> [WHAT YOU NEED TO DO]: Filter this data down to the lines that hold "الحبيب", and copy them.

--- LISTED ENTRIES Enclosed Below ---

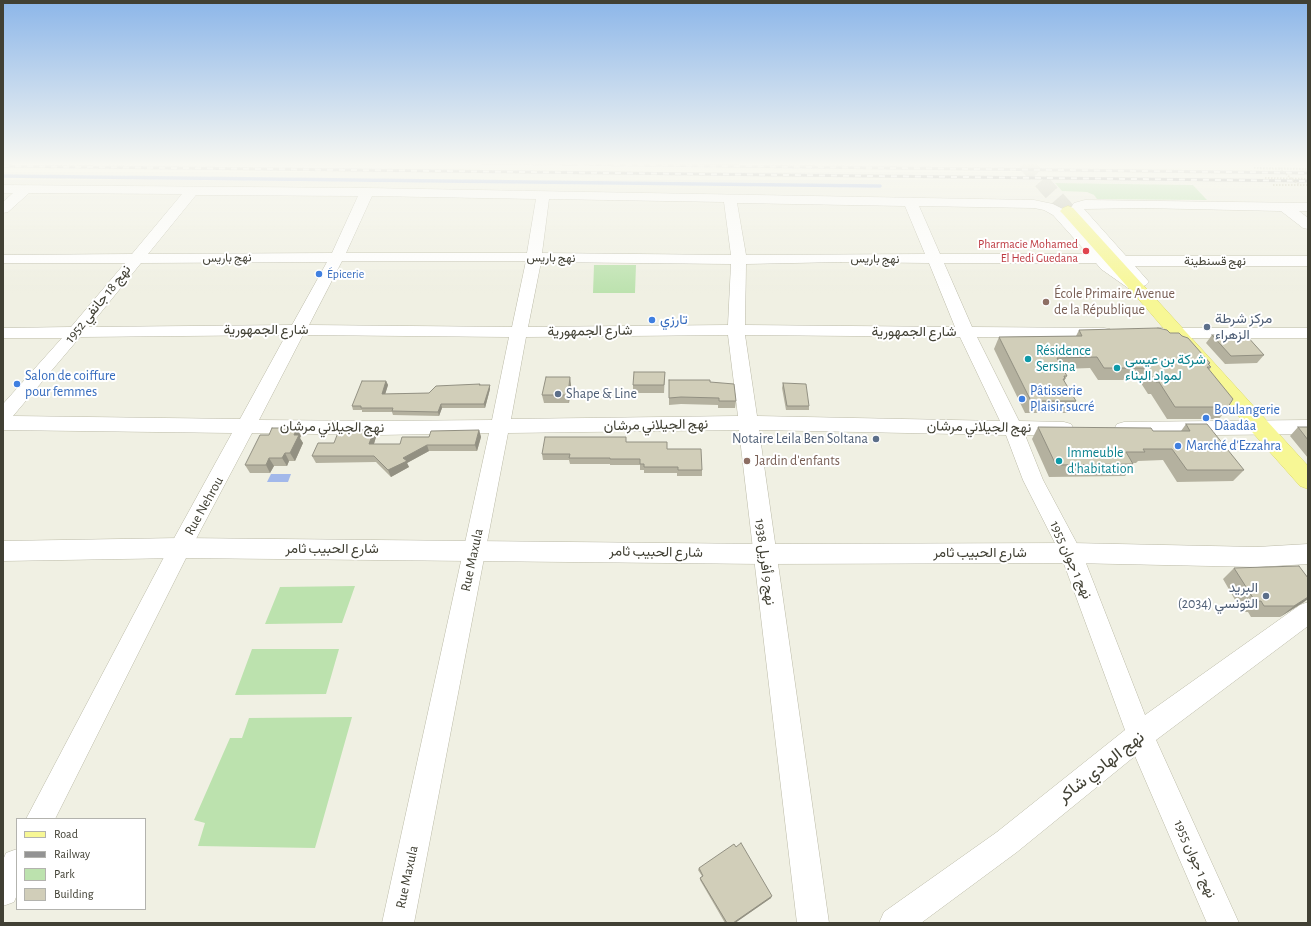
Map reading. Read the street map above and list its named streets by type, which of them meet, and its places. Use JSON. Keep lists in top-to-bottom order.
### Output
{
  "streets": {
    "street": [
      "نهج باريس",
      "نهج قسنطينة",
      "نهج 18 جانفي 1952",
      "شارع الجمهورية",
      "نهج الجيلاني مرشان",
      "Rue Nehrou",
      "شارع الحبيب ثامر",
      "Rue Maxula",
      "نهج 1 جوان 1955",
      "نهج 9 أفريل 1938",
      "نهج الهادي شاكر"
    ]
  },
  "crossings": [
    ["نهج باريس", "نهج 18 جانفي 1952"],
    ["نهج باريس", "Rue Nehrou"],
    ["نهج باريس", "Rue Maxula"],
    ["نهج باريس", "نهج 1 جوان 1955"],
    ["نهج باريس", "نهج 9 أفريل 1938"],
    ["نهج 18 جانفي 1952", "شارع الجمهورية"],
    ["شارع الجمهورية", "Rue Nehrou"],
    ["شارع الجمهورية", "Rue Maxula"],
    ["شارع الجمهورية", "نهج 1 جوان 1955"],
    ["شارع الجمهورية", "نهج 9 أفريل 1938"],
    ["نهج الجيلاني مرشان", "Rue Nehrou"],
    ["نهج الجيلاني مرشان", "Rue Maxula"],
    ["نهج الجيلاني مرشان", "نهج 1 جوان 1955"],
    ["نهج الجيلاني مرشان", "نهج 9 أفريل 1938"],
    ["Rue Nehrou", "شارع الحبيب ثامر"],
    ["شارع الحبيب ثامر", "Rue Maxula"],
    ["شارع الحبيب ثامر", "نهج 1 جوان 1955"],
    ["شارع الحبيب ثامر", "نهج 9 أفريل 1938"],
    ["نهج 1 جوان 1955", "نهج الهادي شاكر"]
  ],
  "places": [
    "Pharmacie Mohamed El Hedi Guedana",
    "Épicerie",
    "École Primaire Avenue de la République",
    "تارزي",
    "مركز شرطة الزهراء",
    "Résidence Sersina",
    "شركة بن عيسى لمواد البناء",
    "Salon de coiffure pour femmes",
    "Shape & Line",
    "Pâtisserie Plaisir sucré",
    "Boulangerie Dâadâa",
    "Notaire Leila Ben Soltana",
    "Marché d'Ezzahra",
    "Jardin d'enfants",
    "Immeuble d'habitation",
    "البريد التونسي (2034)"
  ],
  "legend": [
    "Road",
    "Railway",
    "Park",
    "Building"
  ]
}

--- End of Enclosed LISTED ENTRIES ---

> [SOLUTION FOR THIS PROBLEM]:
      "شارع الحبيب ثامر",
    ["Rue Nehrou", "شارع الحبيب ثامر"],
    ["شارع الحبيب ثامر", "Rue Maxula"],
    ["شارع الحبيب ثامر", "نهج 1 جوان 1955"],
    ["شارع الحبيب ثامر", "نهج 9 أفريل 1938"],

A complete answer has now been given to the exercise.